7. Power plant fuel tankage is finally determined by using the "design tip" of including a modifier for installing a fuel purification plant. The volume of 181,910 kl is used to determine the power plant fuel tankage. The calculated power used to determine the power plant volume does not include the power requirements of the staterooms and jump fuel purification plants.
8. The calculated power plant fuel tankage exceeds the remaining volume.
9. TD #13 example reduces the MD from 6 to 2 and the edited example drops the rating to 1 regaining some volume that allows the power plant fuel tankage to barely fit.

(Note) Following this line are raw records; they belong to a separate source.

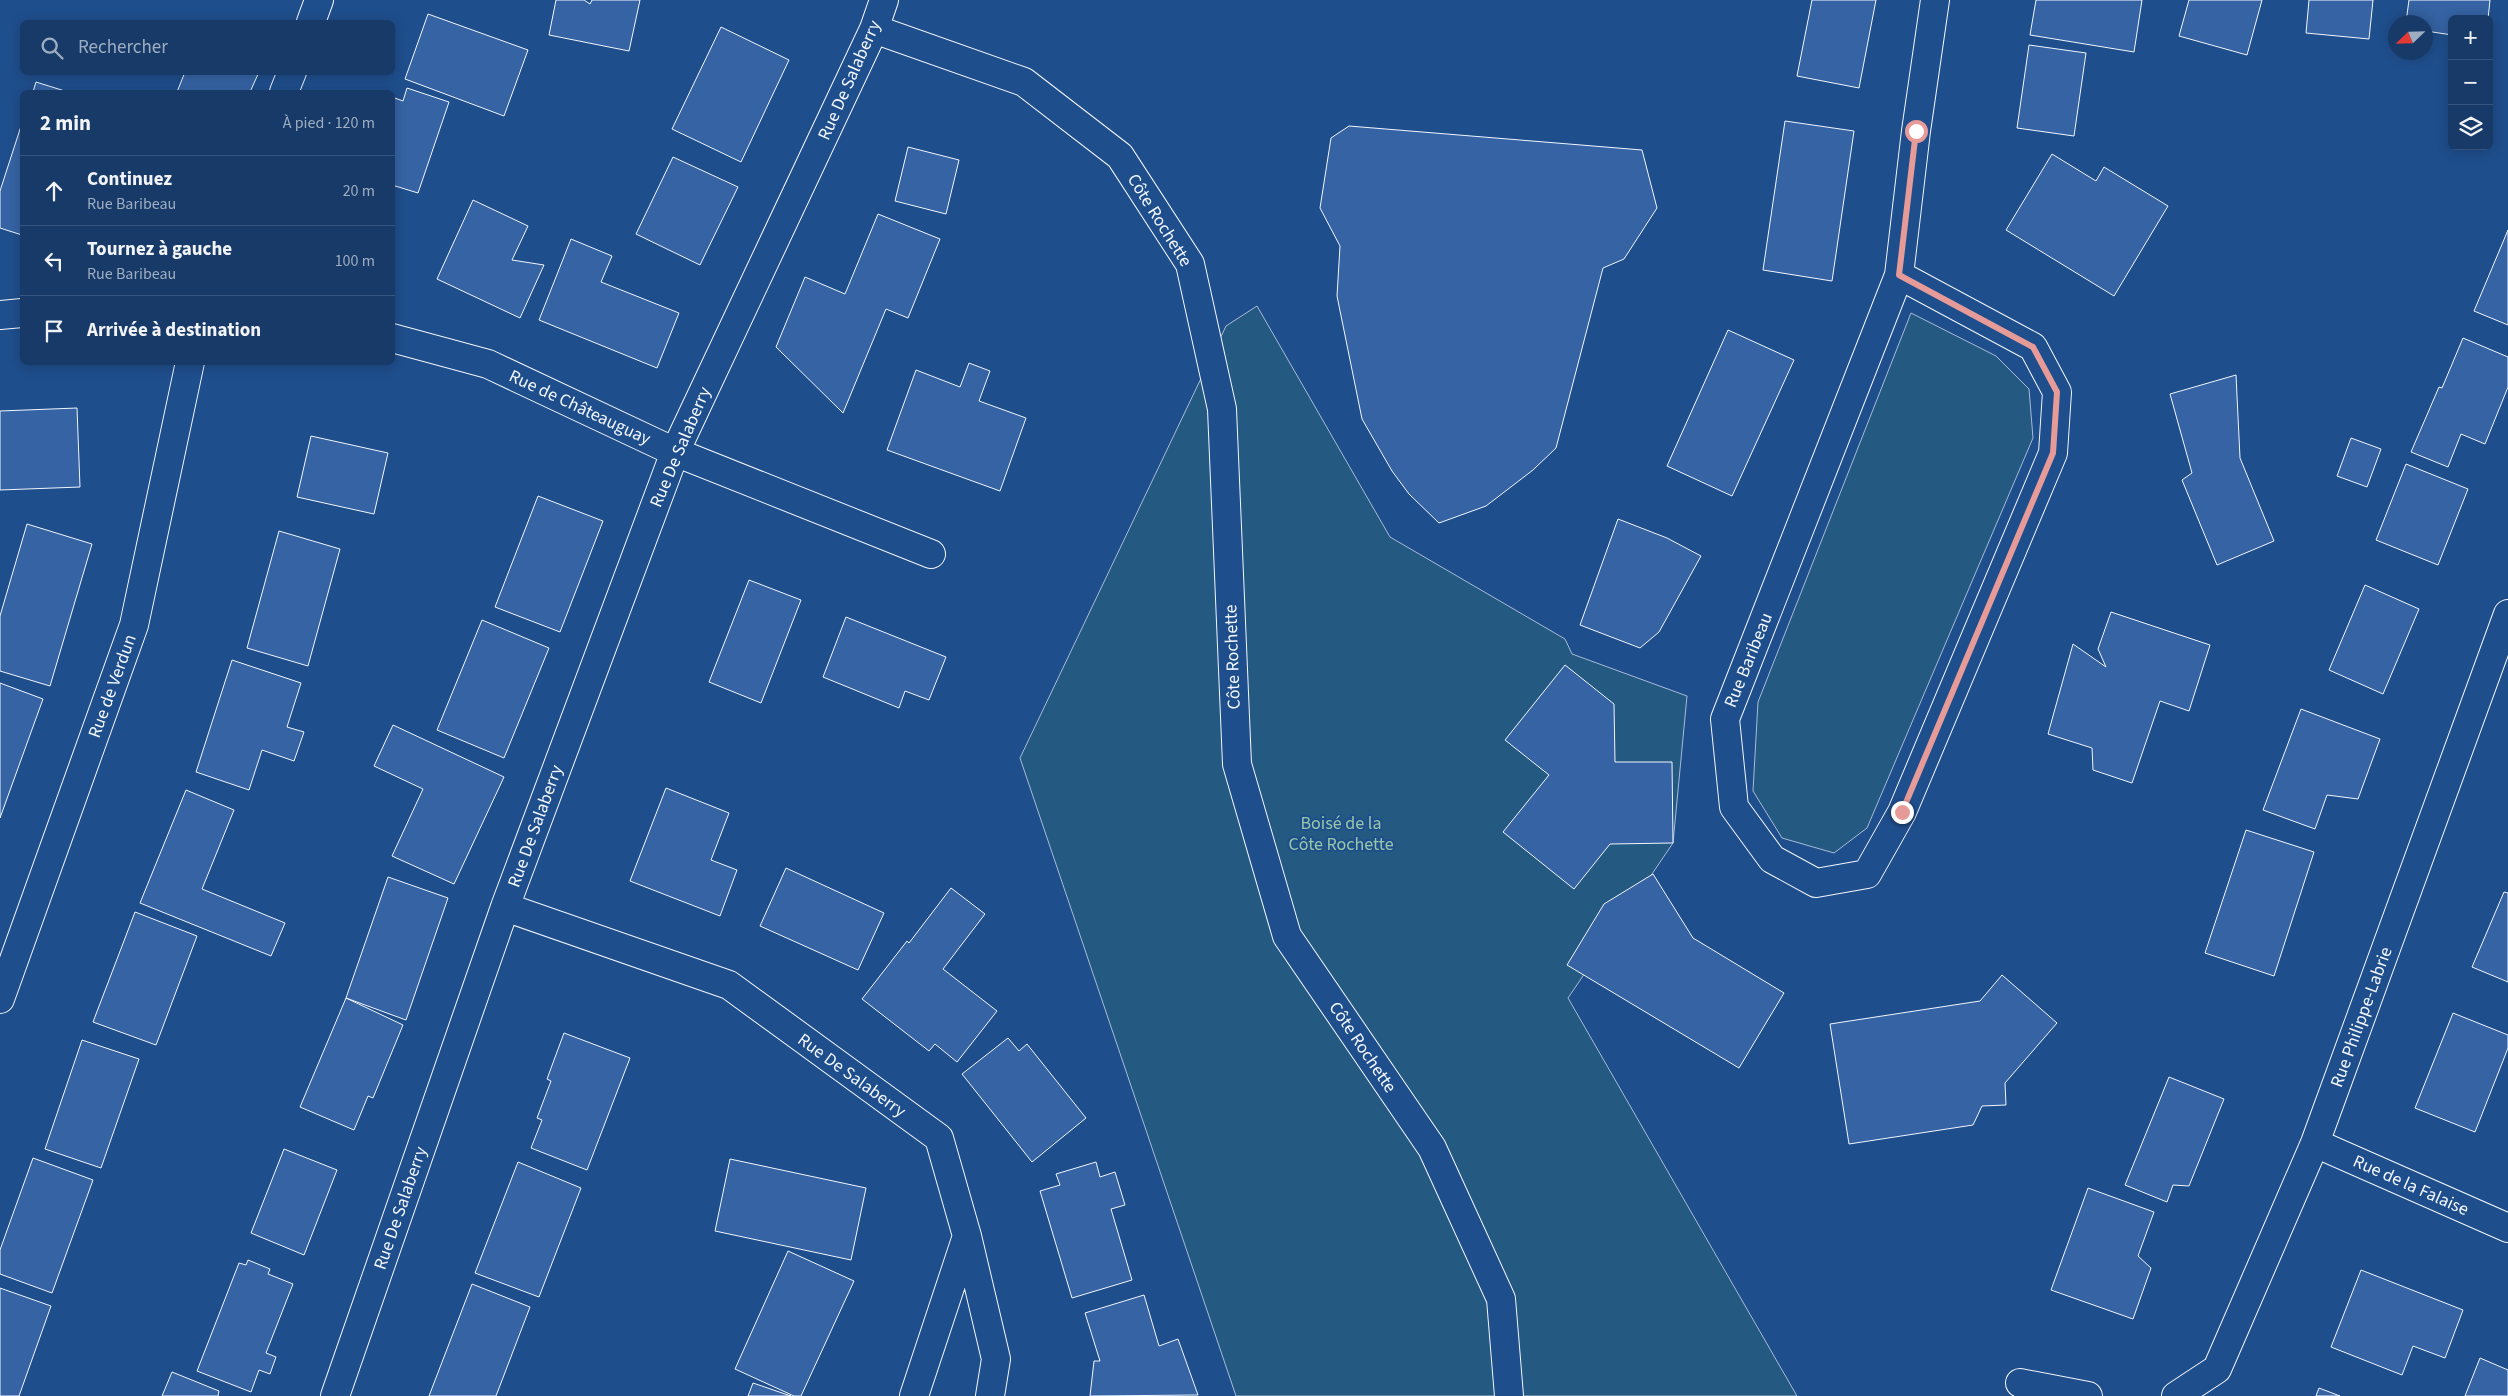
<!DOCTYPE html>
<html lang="fr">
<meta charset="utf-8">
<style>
:root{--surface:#173a69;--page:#20416f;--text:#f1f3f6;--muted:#9eadc0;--line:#36547d}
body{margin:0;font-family:"Source Sans 3",sans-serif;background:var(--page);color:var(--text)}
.controls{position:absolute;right:15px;top:15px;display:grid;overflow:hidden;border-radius:8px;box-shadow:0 2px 12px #0003}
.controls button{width:45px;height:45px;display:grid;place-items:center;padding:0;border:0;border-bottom:1px solid var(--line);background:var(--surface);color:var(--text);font:25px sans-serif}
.compass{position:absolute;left:2388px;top:15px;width:45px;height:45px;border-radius:50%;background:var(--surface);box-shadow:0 2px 12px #0003;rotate:247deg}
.stop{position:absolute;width:15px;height:15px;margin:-11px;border:4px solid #e69b98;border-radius:50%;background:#fff}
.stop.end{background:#e69b98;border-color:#fff;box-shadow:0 1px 5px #0008}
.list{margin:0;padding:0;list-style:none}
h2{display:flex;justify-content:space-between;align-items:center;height:65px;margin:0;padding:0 20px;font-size:21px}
h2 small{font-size:16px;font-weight:400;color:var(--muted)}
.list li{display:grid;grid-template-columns:32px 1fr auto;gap:15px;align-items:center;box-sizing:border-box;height:70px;padding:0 20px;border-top:1px solid var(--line)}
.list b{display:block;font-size:19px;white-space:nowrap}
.list p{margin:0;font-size:16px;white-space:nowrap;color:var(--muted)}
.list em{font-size:16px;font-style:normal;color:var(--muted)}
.icon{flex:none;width:28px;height:28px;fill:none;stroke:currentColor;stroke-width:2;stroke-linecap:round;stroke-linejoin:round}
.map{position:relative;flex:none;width:2508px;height:1396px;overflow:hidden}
.search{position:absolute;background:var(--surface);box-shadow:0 2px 12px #0003;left:20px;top:20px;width:375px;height:55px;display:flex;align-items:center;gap:12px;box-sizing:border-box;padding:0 18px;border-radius:8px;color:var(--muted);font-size:19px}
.panel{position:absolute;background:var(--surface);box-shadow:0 2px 12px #0003;left:20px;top:90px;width:375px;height:275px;border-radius:8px}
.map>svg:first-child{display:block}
</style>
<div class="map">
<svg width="2508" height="1396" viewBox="0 0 2508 1396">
<rect width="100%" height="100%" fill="#1f4e8c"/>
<path fill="#245a82" stroke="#a8bbd7" d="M1257,306L1390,537L1565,639L1572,654L1687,696L1673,843L1568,998L1797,1396H1236L1020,758L1226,326Z
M1911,313L1996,356L2029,389L2033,438L1867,828L1834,853L1782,838L1753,791L1758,702Z"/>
<path fill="#3563a3" stroke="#f2f6ff" d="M556,0H584L590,4L592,0H640L629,51L549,35Z
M1812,0H1876L1859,88L1797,76Z
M2036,0H2142L2134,52L2030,35Z
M2189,0H2262L2247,55L2179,36Z
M2309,0H2373L2369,39L2306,33Z
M2409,0H2490L2488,19H2452V35L2426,31V22H2406Z
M428,14L528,50L504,116L405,79Z
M721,27L789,60L741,162L672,129Z
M2029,45L2086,53L2074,136L2017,128Z
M185,72H259L250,92H177Z
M36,82L68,92H33Z
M407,88L449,102L418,193L392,185V97L403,101Z
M1785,121L1854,131L1832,281L1763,270Z
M22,123V235L0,228V191Z
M1349,126L1642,150L1657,208L1624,259L1603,268L1556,448L1533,470L1486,506L1439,523L1409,494L1392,471L1362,419L1337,296L1340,246L1320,208L1331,138Z
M908,147L959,160L946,214L895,201Z
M2052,154L2096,181L2104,167L2168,206L2114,296L2006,230Z
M673,157L738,187L700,265L636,234Z
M473,200L528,226L512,260L544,265L520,318L437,279Z
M878,214L940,239L908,318L886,309L843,413L776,347L805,277L845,294Z
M2508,230V325L2474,311Z
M571,239L612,256L601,282L679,313L657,368L539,320Z
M1728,330L1794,360L1732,496L1667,466Z
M2463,338L2508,357V387L2485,444L2461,434L2448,467L2411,452L2439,387L2442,388Z
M969,363L990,371L979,401L1026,418L1000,491L887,450L916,370L960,387Z
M2236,375L2240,458L2274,541L2217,565L2182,480L2192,473L2170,394Z
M77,408L80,487L0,490V411Z
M311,436L388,453L374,514L297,497Z
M2351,438L2381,449L2367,487L2337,476Z
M2406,464L2468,489L2438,565L2376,540Z
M538,496L603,521L560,632L495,607Z
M1618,519L1667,538L1701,556L1659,632L1640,648L1580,625Z
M27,524L92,544L50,686L0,671V616Z
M279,531L340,549L308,666L247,648Z
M749,580L801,600L761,703L709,682Z
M2365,585L2419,609L2383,694L2329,670Z
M2111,612L2210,645L2189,711L2160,701L2132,783L2093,770L2092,748L2048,734L2073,644L2106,667L2098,649Z
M846,617L946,657L929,700L905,691L899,708L823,677Z
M482,620L549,648L504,758L437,730Z
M232,660L301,683L287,727L304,732L294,761L262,750L249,790L196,772Z
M1565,665L1614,704L1615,762H1672L1673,843L1610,844L1574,889L1503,832L1549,775L1505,740Z
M0,683L43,699L0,818Z
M2301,709L2380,739L2358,799L2327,795L2315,829L2263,810Z
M393,725L504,777L454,884L392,856L423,789L374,766Z
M666,788L729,813L711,860L737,870L720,916L630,881Z
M186,790L234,810L202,889L285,923L271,956L140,903Z
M2246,830L2314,852L2274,976L2205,953Z
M786,868L884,913L858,970L760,926Z
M1653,874L1693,938L1784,993L1739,1068L1567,965L1604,904Z
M388,877L448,898L406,1020L346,998Z
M951,888L985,914L943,969L997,1011L957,1062L935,1044L929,1051L862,999L907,941L909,943Z
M2504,892L2508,893V982L2472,967Z
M135,912L197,936L156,1045L93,1022Z
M2002,975L2057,1023L2005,1083L2006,1105L1982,1106L1973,1125L1849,1144L1830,1024L1980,1001Z
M346,998L403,1025L373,1098L368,1096L354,1130L300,1107Z
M2453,1013L2508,1035V1048L2475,1132L2415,1108Z
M564,1033L630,1058L587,1170L531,1148L542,1120L537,1118L551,1081L547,1079Z
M1008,1038L1019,1051L1027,1044L1086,1118L1032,1162L962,1074Z
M82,1040L139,1059L101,1168L45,1149Z
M2169,1077L2224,1099L2189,1186L2173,1185L2167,1202L2125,1185Z
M284,1149L337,1170L304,1255L251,1233Z
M33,1158L93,1180L52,1293L0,1274V1250Z
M730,1159L866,1188L851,1260L715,1231Z
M518,1162L581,1188L539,1297L475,1273Z
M1096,1162L1100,1177L1115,1172L1125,1205L1111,1209L1132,1280L1072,1298L1040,1191L1060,1185L1056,1174Z
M2088,1188L2154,1212L2138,1256L2151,1268L2133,1319L2051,1290Z
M788,1251L854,1281L801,1396H794L735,1369Z
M248,1260L270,1269L268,1274L293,1284L266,1353L276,1357L270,1374L259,1370L251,1392L197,1371L239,1263L246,1265Z
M2361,1270L2463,1310L2445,1358L2413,1346L2402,1375L2331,1347Z
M472,1284L530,1307L496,1396H429Z
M0,1288L51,1306L19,1396H0Z
M1144,1295L1159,1346L1178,1339L1198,1395L1090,1396L1094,1361H1100L1085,1313Z
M2480,1358L2508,1370V1396H2465Z
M172,1372L219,1391L218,1396H162Z
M753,1383L791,1396H748Z
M2319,1388L2340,1396H2316Z"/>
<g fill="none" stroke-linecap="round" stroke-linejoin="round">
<g stroke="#f2f6ff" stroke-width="30">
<path id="minor" d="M311,22L319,0
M874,29L1024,82L1120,156L1190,264L1222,409L1237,764L1287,936L1432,1148L1501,1299L1509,1396
M284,92L292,72
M1899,275L2033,347L2057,392L2053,453L1902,812L1867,874L1816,883L1772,859L1734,807L1725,719L1899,275L1916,131L1935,0
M0,315L22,313
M392,338L488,364L675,452L931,554
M505,907L729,985L939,1138L967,1236L996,1359L990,1396
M0,999L134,625L190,362
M2315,1143L2508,1228
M2020,1383L2088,1396
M335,1396L505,907L675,452L874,29L884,0
M914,1396L967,1236
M2176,1396L2217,1369L2315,1143L2508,614"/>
</g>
<use href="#minor" stroke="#1f4e8c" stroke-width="28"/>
</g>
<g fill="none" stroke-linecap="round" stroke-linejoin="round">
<path stroke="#e69b98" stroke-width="6" d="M1902,812L2053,453L2057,392L2033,347L1899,275L1916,131"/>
</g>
<g text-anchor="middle" stroke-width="4" stroke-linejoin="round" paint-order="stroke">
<g font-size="18" fill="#f2f6ff" stroke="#1f4e8c">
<text transform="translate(849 80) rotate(-66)" y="6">Rue De Salaberry</text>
<text transform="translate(1160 220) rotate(58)" y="6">Côte Rochette</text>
<text transform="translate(580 407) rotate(25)" y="6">Rue de Châteauguay</text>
<text transform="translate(680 447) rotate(-67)" y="6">Rue De Salaberry</text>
<text transform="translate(1232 657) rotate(-92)" y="6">Côte Rochette</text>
<text transform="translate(1748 660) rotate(-68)" y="6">Rue Baribeau</text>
<text transform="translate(112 686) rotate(-70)" y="6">Rue de Verdun</text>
<text transform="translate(535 826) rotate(-70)" y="6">Rue De Salaberry</text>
<text transform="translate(2361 1017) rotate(-70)" y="6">Rue Philippe-Labrie</text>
<text transform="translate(1363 1047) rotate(56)" y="6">Côte Rochette</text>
<text transform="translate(852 1075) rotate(36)" y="6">Rue De Salaberry</text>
<text transform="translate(2411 1185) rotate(24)" y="6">Rue de la Falaise</text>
<text transform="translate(400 1208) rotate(-71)" y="6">Rue De Salaberry</text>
</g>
<g font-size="18" fill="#97c8a6" stroke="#1f4e8c">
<text x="1341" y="829">Boisé de la<tspan x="1341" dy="21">Côte Rochette</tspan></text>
</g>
</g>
</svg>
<div class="controls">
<button>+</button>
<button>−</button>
<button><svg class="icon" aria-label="layers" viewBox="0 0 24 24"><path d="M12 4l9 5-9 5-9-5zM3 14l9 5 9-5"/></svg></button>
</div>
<svg class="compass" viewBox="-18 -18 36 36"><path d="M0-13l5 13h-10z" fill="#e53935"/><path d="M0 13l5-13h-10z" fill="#9eadc0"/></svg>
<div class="stop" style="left:1916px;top:131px"></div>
<div class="stop end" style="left:1902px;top:812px"></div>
<div class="search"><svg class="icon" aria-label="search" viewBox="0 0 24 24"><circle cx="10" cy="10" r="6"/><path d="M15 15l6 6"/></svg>Rechercher</div>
<section class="panel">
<h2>2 min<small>À pied · 120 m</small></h2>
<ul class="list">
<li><svg class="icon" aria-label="ahead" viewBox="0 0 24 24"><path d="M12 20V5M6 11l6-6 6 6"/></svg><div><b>Continuez</b><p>Rue Baribeau</p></div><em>20 m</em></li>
<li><svg class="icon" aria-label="left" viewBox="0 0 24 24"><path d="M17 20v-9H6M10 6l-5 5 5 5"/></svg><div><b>Tournez à gauche</b><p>Rue Baribeau</p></div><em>100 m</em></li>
<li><svg class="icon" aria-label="arrive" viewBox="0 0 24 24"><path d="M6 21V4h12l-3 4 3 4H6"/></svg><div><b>Arrivée à destination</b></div></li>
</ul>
</section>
</div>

10. The edited example goes one step further by changing the JD from 4 to 3. This change reduces the jump fuel tankage and the size of the fuel purification plant.
11. The changes made in items 9 and 10 decreases the power drawn from the power plant reducing the power plant requirements and fuel tankage.
I'm having some trouble in getting my rough spreadsheet working following the process outlined above, but I do have some comments that can be made now.
I agree that the power plant specifications should be determined later than Step 2 as shown in 0 - Overall Craft Design 3 Design Craft by Section A2 on page 62 of MT Referee's Manual.
The example's positioning for estimating the power plant specification is, in my opinion, slightly out of order as presented.
The power requirement used to estimate the power supply requirements used in the examples should be in my opinion: Locomotion Power Total + Communications Power Total + Sensors Power Total + Weapons Power Total + Screens Power Total + Environmental Controls Total + Stateroom Power Total + Jump Fuel Purification Plant Power Total.
My preference is the determine the power requirements for all systems and then determine the power plant size which appears to have worked in a draft spreadsheet I made skipping TD #13 and the edited example. Unfortunately, my cargo space does not match either TD #13 or edited example cargo space.